• **Saved data entries**:
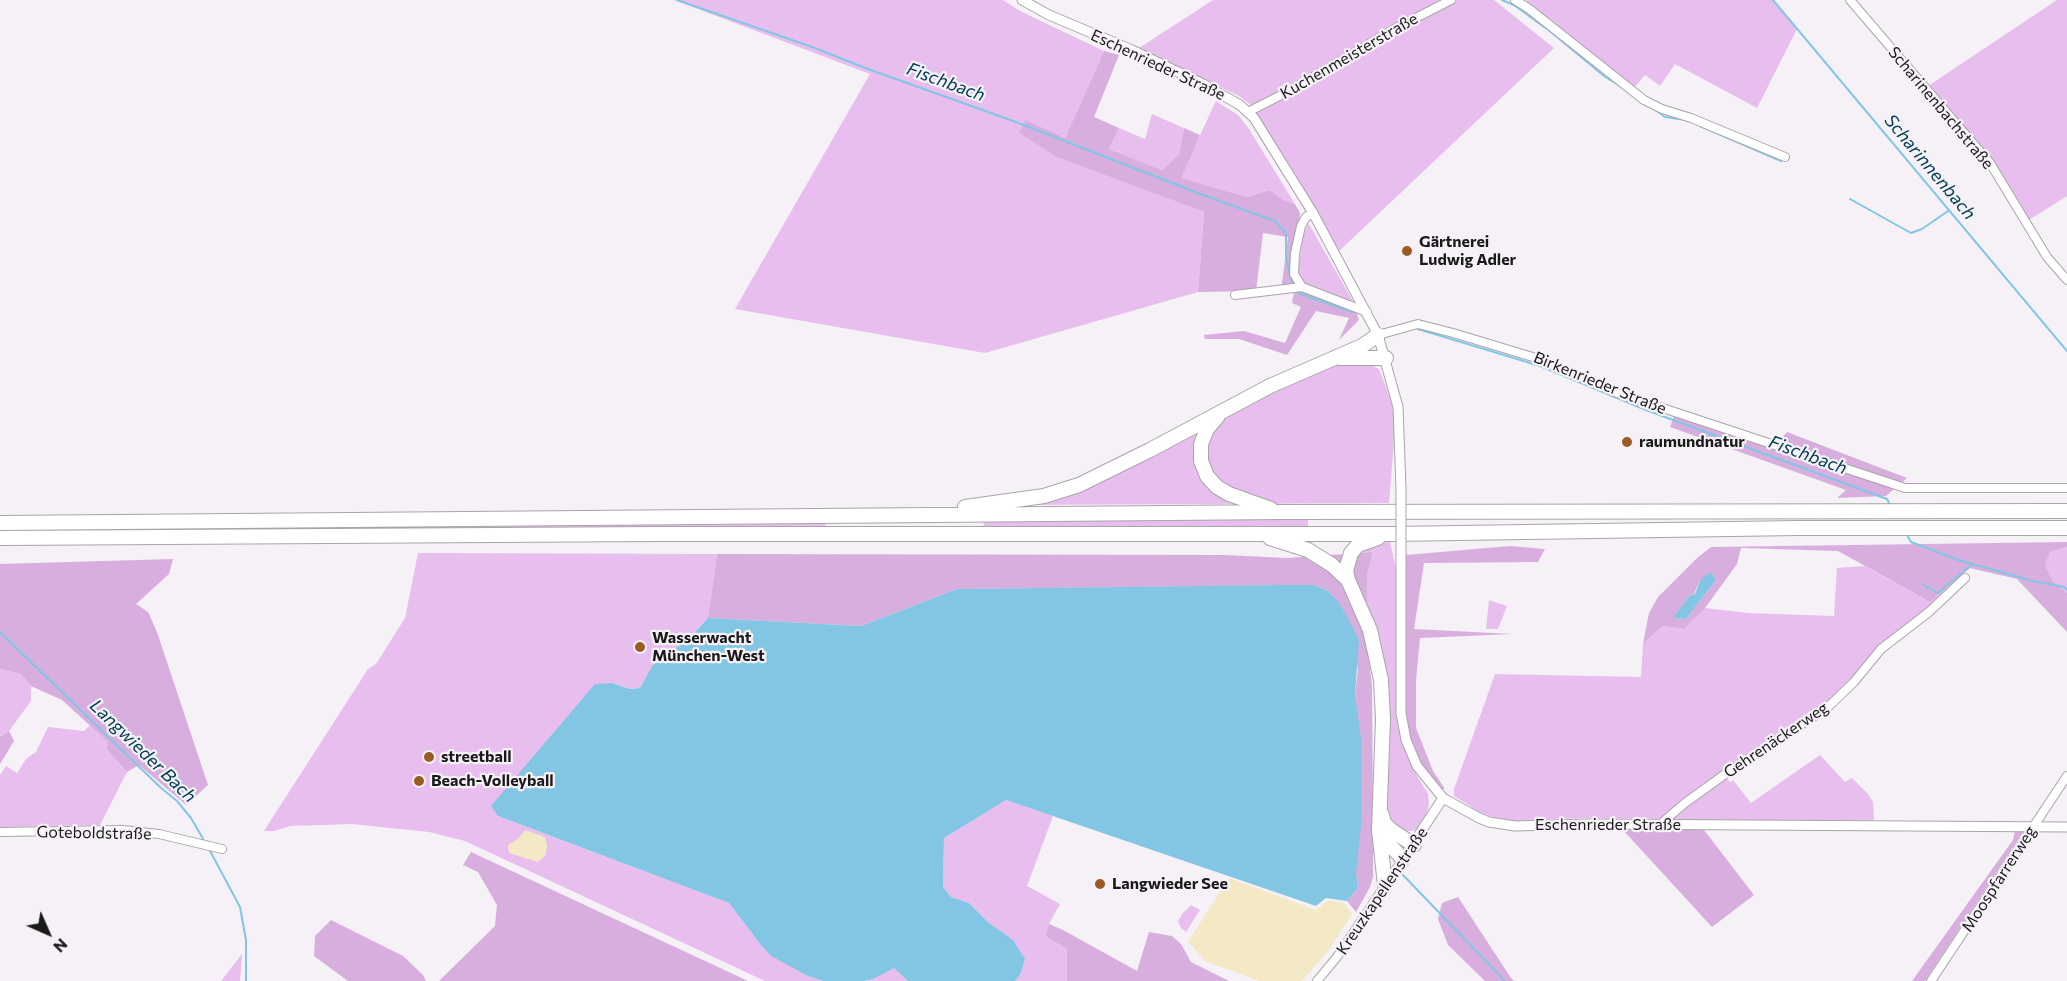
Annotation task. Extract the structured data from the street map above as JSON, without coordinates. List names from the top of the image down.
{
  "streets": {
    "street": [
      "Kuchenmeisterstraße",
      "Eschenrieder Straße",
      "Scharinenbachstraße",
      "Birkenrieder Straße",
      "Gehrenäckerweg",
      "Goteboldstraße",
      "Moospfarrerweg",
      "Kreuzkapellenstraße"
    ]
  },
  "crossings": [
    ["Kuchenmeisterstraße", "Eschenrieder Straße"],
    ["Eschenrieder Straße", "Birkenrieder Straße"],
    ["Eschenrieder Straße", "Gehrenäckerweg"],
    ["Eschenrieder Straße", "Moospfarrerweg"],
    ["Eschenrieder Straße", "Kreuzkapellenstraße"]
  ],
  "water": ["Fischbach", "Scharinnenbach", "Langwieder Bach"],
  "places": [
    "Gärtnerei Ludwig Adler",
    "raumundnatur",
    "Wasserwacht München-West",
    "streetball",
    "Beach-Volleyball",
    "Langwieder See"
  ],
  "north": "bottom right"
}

* * *

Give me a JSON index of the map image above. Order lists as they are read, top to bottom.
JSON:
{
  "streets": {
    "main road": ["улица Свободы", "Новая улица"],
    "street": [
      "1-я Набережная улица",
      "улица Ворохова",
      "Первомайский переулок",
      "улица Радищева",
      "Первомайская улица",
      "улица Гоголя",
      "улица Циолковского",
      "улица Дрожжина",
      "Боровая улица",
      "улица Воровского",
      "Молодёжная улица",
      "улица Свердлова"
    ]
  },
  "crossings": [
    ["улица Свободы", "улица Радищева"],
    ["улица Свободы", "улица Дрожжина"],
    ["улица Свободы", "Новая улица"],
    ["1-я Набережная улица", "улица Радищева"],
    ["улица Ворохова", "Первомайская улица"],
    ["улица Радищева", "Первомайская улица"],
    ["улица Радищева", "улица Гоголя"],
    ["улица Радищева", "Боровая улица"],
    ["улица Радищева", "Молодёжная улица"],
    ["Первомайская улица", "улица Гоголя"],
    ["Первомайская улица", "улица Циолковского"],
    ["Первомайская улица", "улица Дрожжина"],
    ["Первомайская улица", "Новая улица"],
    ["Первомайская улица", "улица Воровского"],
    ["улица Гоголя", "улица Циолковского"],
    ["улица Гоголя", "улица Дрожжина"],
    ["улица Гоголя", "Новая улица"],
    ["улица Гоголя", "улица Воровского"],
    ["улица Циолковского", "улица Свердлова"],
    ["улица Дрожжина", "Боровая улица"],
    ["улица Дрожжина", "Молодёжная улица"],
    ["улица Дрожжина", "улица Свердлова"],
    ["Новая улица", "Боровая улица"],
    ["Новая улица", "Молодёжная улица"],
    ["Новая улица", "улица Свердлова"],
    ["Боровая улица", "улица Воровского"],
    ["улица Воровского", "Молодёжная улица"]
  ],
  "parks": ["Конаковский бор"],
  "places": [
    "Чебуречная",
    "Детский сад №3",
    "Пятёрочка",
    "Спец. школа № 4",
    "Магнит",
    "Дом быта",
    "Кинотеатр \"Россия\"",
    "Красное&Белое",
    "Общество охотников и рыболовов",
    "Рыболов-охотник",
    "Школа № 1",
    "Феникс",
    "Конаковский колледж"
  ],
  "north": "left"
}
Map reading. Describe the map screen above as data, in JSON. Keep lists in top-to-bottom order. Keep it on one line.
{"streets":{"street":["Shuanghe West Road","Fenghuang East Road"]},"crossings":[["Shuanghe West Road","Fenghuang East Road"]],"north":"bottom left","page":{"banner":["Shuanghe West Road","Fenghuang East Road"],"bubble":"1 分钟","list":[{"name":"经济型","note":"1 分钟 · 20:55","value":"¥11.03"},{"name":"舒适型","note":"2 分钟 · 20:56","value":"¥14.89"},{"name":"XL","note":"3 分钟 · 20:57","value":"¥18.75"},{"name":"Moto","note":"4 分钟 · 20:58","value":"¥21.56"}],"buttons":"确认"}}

• **What is being asked**: Would you copy out every line in the records that includes the string "Langwieder"?

• **Finished task**:
  "water": ["Fischbach", "Scharinnenbach", "Langwieder Bach"],
    "Langwieder See"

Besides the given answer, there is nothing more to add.